• **Description of the task**
Look through the records, and whenever a line includes the word "image", copy it.

Input data: Begin

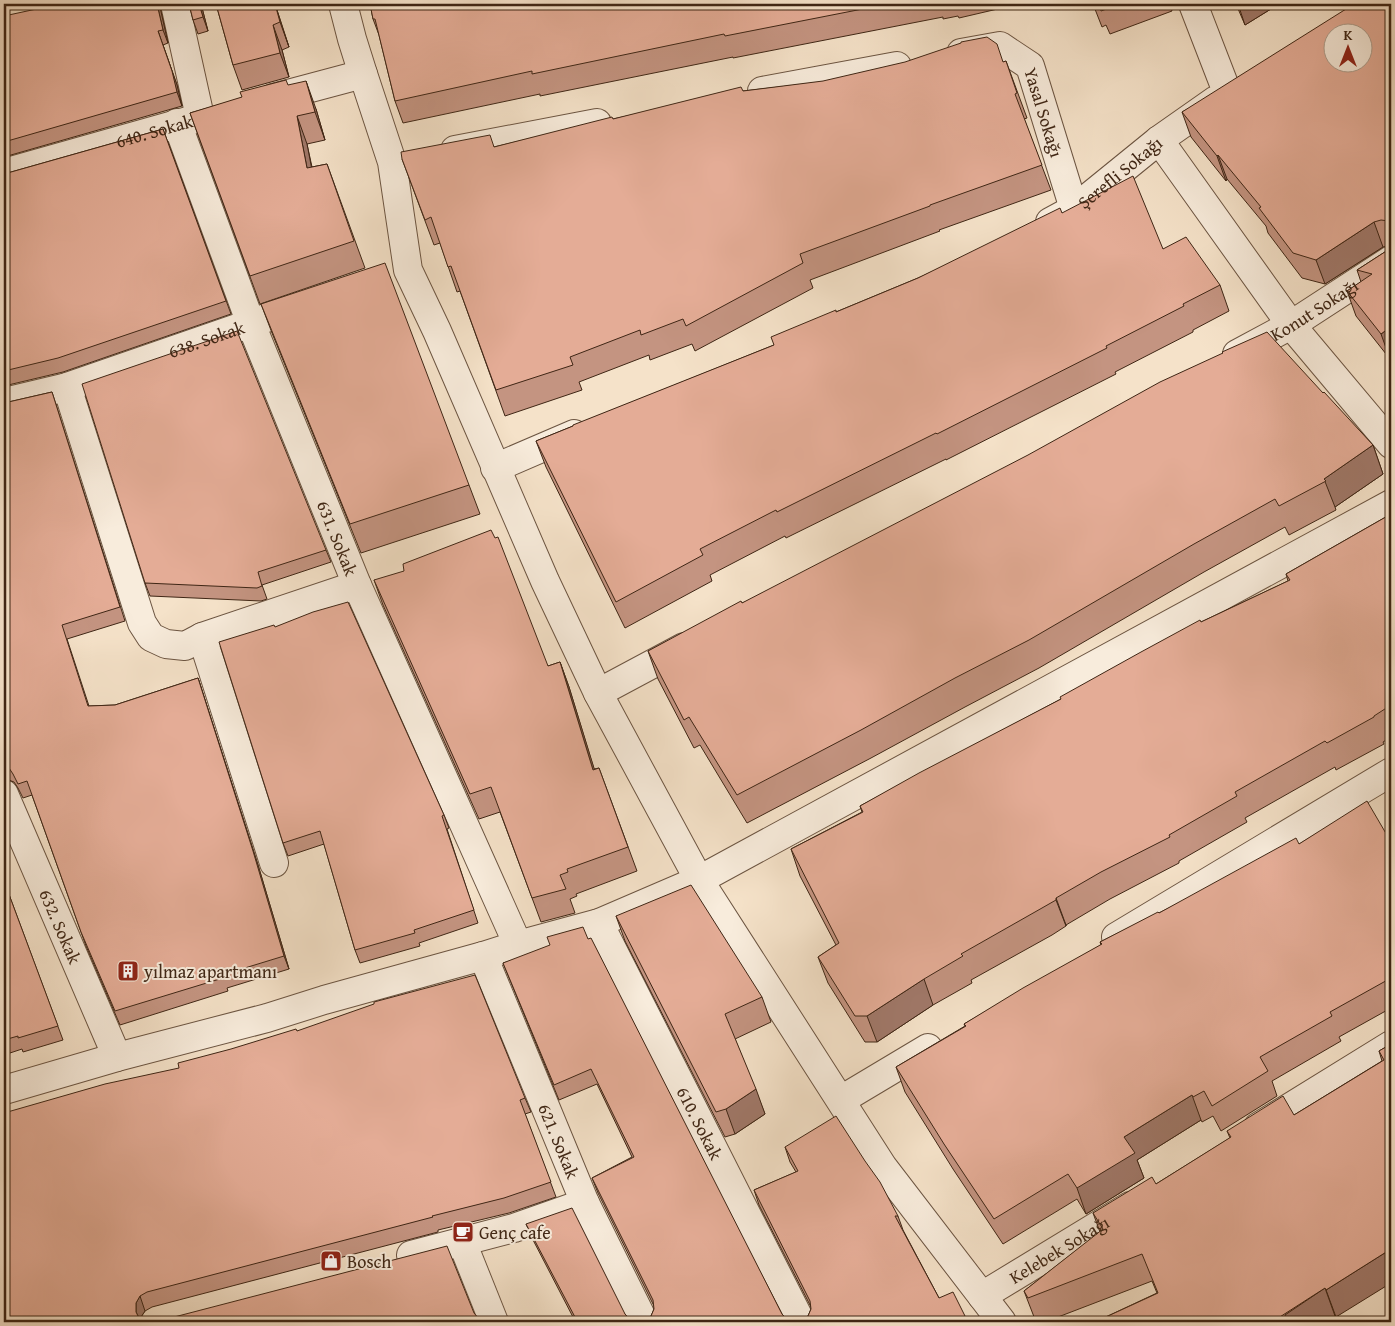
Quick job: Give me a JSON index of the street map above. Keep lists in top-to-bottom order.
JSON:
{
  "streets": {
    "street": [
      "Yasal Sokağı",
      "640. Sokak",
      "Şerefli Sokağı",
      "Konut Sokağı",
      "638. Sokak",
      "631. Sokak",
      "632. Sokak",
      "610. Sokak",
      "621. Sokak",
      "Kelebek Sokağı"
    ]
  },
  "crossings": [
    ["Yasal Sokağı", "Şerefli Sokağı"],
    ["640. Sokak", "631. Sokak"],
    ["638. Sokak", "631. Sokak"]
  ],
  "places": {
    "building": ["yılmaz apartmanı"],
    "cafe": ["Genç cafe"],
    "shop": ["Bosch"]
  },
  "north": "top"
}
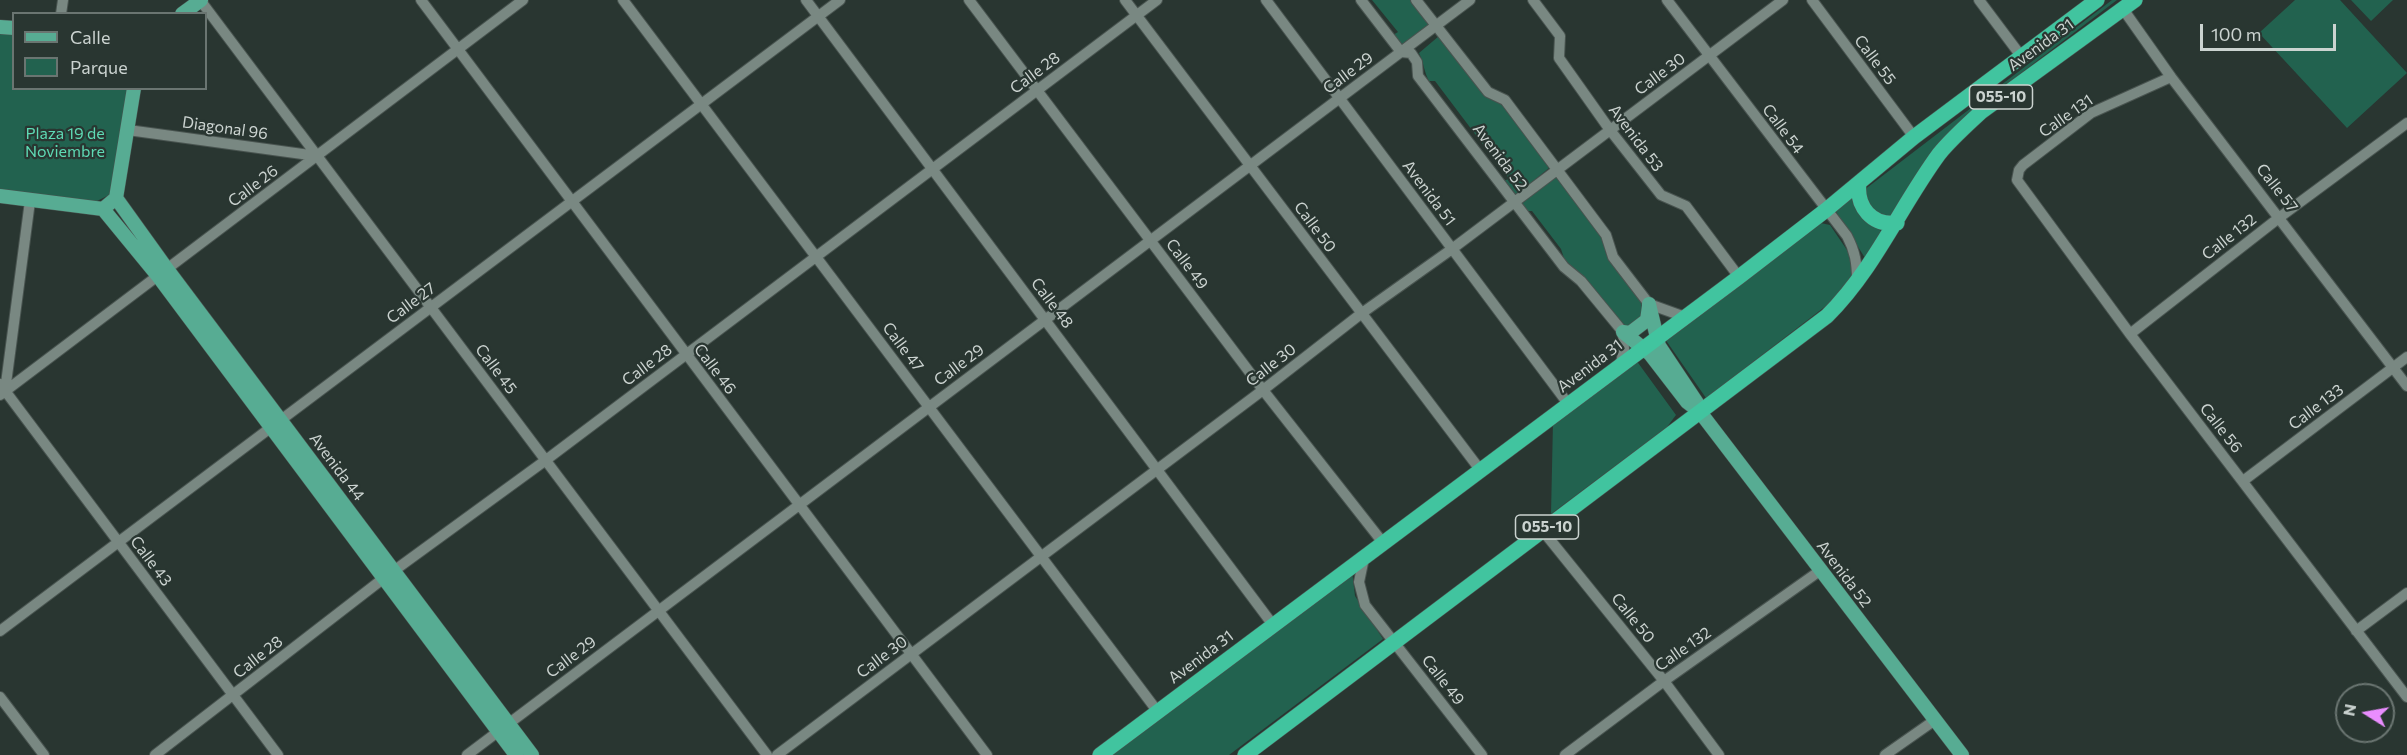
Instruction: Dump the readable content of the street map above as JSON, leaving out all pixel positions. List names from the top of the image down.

Input data: End
Input data: Begin

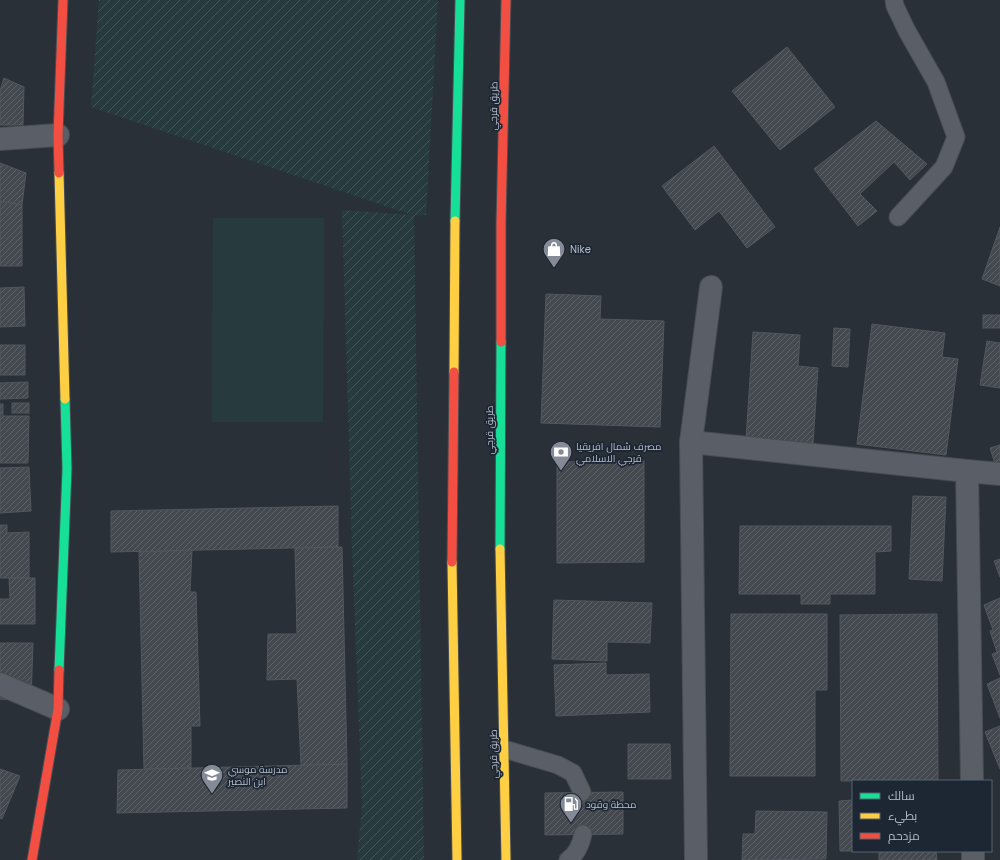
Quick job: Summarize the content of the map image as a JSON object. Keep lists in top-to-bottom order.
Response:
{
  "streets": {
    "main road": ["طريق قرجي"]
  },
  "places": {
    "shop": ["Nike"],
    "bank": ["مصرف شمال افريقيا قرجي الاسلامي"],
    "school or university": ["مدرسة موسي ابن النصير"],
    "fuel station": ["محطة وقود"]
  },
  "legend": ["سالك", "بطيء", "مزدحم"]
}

Input data: End

• **Answer to the problem**
Instruction: Dump the readable content of the street map above as JSON, leaving out all pixel positions. List names from the top of the image down.
Quick job: Summarize the content of the map image as a JSON object. Keep lists in top-to-bottom order.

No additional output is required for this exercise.